Predict the new data by aggregating the predictions of the N trees.
Compared with other classification and regression techniques, the RF has its unique advantages: RFs can avoid overfitting because of the law of large numbers, and RFs can be used to identify important factors. The total number of splits can determine the importance of this variable. The more splits the variable has, the more sensitive the variable is.
Sparse PCE-based Sobol’ method
The Sobol’ method (Sobol’ 1993) is a quantitative SA method based on the principle of variance decomposition and can be applied to nonlinear, nonmonotonic mathematical models. Its core idea is to decompose the total variance of the objective function into the variance of a single parameter and the variance of the interaction between parameters. By comparing the three methods of PEST, RSA, and ANOVA with the Sobol’ method, Tang et al. (2006) considered that the Sobol’ method is more robust and superior to other methods in both single objective and multi-objective sensitivity analyses.
Suppose the problem can be considered as y = f(X) = f(X1, ⋯, Xk), where y represents the objective function of the model output (e.g., the root mean square errors of the simulated values and default values), and X = (X1, ⋯, Xk) is the vector of the k model factors (e.g., parameters) to be used to control the behavior of the model. Without loss of generality, each parameter Xi was supposed to be feasible in range [0, 1]. Our purpose is to explore how much of the total variance D(y) in y can be explained by variability in the factors of X. The Sobol’ method computes this by decomposing the function f(X) into terms of increasing dimensionality, such that each successive dimension represents how much the interaction between parameters increases.
$$ f\left({X}_1,{X}_2,\cdots {X}_k\right)={f}_0+\sum \limits_{i=1}^k{f}_i\left({X}_i\right)+\sum \limits_{1\le i<j\le k}{f}_{ij}\left({X}_i,{X}_j\right)+\cdots +{f}_{1,2,\cdots, k}\left({X}_1,\cdots, {X}_k\right) $$
(5)
where f0 is constant that equals to the expected value of f(X), fi(Xi) is a function of the ith parameter, fij(Xi, Xj) is a function of the ith and jth parameters, etc.

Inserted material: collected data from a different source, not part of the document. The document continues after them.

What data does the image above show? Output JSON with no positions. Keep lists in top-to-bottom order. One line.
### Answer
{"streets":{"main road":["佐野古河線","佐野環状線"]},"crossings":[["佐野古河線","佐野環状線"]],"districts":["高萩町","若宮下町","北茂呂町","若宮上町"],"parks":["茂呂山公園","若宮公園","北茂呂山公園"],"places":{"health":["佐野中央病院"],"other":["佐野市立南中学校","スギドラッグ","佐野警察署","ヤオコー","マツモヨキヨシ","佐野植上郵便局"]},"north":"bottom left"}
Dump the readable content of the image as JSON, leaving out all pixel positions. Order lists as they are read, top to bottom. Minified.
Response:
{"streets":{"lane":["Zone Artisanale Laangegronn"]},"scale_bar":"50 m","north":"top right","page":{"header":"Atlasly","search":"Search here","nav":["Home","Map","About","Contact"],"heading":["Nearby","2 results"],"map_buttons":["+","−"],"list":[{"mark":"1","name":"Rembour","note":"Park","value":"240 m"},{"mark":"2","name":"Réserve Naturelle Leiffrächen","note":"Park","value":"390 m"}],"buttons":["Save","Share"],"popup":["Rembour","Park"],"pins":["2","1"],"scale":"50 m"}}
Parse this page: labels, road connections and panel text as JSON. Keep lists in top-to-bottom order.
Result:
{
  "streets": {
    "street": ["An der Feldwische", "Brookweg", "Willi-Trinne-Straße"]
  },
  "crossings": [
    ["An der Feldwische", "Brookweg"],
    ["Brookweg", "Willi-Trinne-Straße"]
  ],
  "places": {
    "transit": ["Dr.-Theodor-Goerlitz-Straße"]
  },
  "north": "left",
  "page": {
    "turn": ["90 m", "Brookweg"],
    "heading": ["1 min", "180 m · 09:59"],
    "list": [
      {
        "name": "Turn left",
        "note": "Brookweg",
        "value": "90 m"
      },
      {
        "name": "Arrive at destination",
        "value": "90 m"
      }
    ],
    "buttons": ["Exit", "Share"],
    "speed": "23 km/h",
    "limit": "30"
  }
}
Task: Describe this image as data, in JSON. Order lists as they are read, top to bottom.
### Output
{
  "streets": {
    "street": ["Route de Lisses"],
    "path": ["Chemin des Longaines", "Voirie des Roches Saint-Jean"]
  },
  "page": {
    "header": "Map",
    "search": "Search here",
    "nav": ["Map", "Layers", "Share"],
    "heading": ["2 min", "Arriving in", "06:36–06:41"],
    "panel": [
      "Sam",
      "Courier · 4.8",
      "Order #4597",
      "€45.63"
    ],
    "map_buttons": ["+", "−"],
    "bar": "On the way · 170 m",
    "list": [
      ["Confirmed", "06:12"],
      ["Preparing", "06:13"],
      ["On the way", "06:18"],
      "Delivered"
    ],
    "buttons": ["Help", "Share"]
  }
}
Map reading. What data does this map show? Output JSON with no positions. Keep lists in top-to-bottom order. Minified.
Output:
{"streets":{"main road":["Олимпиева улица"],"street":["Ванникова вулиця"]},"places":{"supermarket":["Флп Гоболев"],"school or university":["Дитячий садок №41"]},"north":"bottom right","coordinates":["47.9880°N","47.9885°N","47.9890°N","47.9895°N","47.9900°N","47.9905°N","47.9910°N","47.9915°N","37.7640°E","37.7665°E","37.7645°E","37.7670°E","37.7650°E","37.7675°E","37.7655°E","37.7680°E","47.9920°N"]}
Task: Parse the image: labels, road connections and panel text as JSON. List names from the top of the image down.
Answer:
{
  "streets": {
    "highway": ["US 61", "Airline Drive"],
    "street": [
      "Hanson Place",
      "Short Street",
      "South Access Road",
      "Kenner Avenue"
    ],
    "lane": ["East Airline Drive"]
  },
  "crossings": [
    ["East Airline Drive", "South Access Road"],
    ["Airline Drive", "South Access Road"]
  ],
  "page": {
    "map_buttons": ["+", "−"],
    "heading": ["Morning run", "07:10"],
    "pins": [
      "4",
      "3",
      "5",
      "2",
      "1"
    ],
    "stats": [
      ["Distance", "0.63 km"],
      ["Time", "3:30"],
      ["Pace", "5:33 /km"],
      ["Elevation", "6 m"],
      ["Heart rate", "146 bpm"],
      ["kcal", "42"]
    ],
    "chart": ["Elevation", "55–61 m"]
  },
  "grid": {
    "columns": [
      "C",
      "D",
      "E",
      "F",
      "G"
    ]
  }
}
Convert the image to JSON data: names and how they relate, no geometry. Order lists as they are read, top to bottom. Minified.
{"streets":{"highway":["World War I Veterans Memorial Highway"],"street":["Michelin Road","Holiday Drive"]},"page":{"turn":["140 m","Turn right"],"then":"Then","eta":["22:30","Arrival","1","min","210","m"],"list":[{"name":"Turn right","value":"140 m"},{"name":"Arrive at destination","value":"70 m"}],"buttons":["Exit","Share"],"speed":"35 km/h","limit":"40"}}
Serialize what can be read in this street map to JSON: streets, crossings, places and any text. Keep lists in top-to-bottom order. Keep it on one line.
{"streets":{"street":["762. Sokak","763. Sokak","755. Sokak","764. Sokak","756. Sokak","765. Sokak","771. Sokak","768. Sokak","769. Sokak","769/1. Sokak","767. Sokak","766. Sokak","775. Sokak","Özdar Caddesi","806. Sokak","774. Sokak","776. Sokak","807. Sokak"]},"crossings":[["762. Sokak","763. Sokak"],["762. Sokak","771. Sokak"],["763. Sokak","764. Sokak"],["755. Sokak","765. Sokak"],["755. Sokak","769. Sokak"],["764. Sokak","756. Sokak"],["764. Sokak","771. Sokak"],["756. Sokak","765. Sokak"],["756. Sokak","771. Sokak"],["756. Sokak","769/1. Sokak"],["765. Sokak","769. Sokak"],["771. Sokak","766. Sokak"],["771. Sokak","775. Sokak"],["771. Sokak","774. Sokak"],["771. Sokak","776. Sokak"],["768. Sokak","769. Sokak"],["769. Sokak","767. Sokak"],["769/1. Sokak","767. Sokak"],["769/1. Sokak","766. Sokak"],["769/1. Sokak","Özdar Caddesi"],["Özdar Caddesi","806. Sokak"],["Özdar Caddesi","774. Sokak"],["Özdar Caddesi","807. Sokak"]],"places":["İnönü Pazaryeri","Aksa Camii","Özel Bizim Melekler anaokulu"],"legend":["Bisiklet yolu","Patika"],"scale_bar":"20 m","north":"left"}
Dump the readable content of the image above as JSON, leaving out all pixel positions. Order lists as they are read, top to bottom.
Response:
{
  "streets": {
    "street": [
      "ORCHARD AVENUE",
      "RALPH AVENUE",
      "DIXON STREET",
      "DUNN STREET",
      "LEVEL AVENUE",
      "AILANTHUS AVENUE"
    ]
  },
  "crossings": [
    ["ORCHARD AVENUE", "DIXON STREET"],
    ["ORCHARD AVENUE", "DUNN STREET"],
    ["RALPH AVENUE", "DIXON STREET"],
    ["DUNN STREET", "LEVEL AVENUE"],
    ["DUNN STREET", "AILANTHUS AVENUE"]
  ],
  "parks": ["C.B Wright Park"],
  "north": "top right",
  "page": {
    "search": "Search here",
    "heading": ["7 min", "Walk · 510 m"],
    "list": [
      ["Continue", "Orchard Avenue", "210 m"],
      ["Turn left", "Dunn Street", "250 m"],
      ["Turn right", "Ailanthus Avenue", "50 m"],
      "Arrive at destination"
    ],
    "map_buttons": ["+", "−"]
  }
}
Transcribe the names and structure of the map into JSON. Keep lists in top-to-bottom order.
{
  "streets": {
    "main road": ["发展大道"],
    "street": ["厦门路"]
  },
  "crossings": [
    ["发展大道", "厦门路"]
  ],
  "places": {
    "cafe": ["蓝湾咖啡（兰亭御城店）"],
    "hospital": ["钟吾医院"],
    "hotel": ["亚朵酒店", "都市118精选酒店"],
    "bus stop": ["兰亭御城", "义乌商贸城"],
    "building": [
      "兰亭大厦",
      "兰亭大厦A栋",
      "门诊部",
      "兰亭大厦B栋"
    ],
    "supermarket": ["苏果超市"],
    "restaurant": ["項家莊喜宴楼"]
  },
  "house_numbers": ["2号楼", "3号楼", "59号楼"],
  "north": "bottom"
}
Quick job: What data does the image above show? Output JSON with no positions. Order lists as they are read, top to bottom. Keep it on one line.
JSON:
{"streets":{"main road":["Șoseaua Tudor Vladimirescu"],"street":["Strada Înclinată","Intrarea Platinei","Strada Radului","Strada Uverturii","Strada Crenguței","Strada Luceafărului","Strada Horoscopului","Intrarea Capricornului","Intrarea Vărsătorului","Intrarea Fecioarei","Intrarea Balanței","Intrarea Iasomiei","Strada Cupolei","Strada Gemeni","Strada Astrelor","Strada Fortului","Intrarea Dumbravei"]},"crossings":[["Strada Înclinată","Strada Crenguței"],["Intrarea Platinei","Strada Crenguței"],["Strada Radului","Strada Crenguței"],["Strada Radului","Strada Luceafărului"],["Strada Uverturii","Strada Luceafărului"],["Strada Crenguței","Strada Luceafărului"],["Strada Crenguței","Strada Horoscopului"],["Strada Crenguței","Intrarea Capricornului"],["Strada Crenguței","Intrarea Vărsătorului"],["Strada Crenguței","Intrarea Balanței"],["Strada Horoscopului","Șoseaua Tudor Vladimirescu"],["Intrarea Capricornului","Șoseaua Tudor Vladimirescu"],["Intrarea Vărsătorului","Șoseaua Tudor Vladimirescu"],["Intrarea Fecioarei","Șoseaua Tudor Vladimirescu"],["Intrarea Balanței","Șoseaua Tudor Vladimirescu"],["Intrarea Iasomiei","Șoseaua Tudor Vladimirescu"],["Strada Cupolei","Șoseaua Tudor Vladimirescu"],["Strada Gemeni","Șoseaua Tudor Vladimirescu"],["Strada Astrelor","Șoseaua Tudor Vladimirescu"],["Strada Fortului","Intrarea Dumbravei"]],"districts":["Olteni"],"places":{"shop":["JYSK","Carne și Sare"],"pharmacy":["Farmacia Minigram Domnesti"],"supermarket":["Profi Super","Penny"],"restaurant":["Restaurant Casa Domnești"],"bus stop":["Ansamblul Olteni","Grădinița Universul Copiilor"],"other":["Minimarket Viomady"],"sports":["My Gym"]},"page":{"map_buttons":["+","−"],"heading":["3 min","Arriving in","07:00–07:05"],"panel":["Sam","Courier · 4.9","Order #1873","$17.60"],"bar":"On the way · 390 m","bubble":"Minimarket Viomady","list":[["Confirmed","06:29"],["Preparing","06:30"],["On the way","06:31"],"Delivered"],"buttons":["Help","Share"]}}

The integrals of the decomposed functions (also called summands) fi(Xi), fij(Xi, Xj), ⋯, f1, 2, ⋯, k(X1, ⋯, Xk) are equal to zero:
$$ {\int}_0^1{f}_{i_1,{i}_2,\cdots, {i}_s}\left({X}_{i_1},\cdots, {X}_{i_s}\right)d{x}_{i_k}=0\ if\ 1\le k\le s $$
(6)
All the summands can be computed recursively like this:
$$ {\displaystyle \begin{array}{c}{f}_0=\underset{0}{\overset{1}{\int }}\dots \underset{0}{\overset{1}{\int }}f\left(\boldsymbol{X}\right)d\boldsymbol{X},\\ {}{f}_i\left({X}_i\right)=\underset{0}{\overset{1}{\int }}\dots \underset{0}{\overset{1}{\int }}f\left(\boldsymbol{X}\right)d{\boldsymbol{X}}_{\sim i}-{f}_0,\\ {}{f}_{ij}\left({X}_i,{X}_j\right)=\underset{0}{\overset{1}{\int }}\dots \underset{0}{\overset{1}{\int }}f\left(\boldsymbol{X}\right)d{\boldsymbol{X}}_{\sim ij}-{f}_0-{f}_i\left({X}_i\right)-{f}_j\left({X}_j\right),\end{array}} $$
(7)
The notation ~ means the parameters are excluded like this X~i = (X1, … , Xi − 1, Xi + 1, … , Xk).
The total variance of the function f(X) is defined as:
$$ D(Y)={\int}_0^1\cdots {\int}_0^1{f}^2\left(\boldsymbol{X}\right)d\boldsymbol{X}-{f}_0^2 $$
(8)
And the contribution of a generic term \( {f}_{i_1,\cdots, {i}_s}\left(1\le {i}_1<\cdots <{i}_s\le k\right) \) to the total variance can be written as
$$ {D}_{i_1,\cdots, {i}_s}={\int}_0^1\cdots {\int}_0^1{f}_{i_{1,\cdots, {i}_s}}^2\left({X}_{i_1},\cdots, {X}_{i_s}\right)d{X}_{i_1}\cdots d{X}_{i_s} $$
(9)
where \( {D}_{i_1,\cdots, {i}_s} \) denotes the partial variance corresponding to (i1, ⋯, is), the integer s is called the order or the dimension of the index. On this basis, the total variance of the output variable Y can be decomposed into of all partial variances:
$$ D(y)=\sum \limits_{i=1}^k{D}_i+\sum \limits_{1\le i<j\le k}{D}_{ij}+\cdots {D}_{1,2,\cdots k} $$
(10)
where Di represents the contribution of factor Xi to D(y) and Dij represents the contribution of the interaction between factors Xi and Xj. Similarly, D1, 2, ⋯k represents the contribution by the interaction of k factors. The Sobol’ sensitivity index of s factors is defined as
$$ {S}_{i_1,\cdots, {i}_s}=\frac{D_{i_1,\cdots {i}_s}}{D(Y)},1\le {i}_1<\cdots <{i}_s\le k $$
(11)
and the sum of all Sobol’ sensitivity indices equals to 1:
$$ 1={\sum}_{i=1}^n{S}_i+{\sum}_{1\le i<j\le k}{S}_{ij}+\cdots +{S}_{1,2,\cdots, k} $$
(12)
In the Sobol’ method, Si = Di/D(Y) is the main effect (i.e., the first-order effect) of the ith variable, and Sij = Dij/D(Y) is the interaction effect (i.e., second-order effect) of the ith and jth variables. STi = 1 − D~i/D(Y) represents the total sensitivity of the ith variable, where D~i represents total variance excluding the ith variable.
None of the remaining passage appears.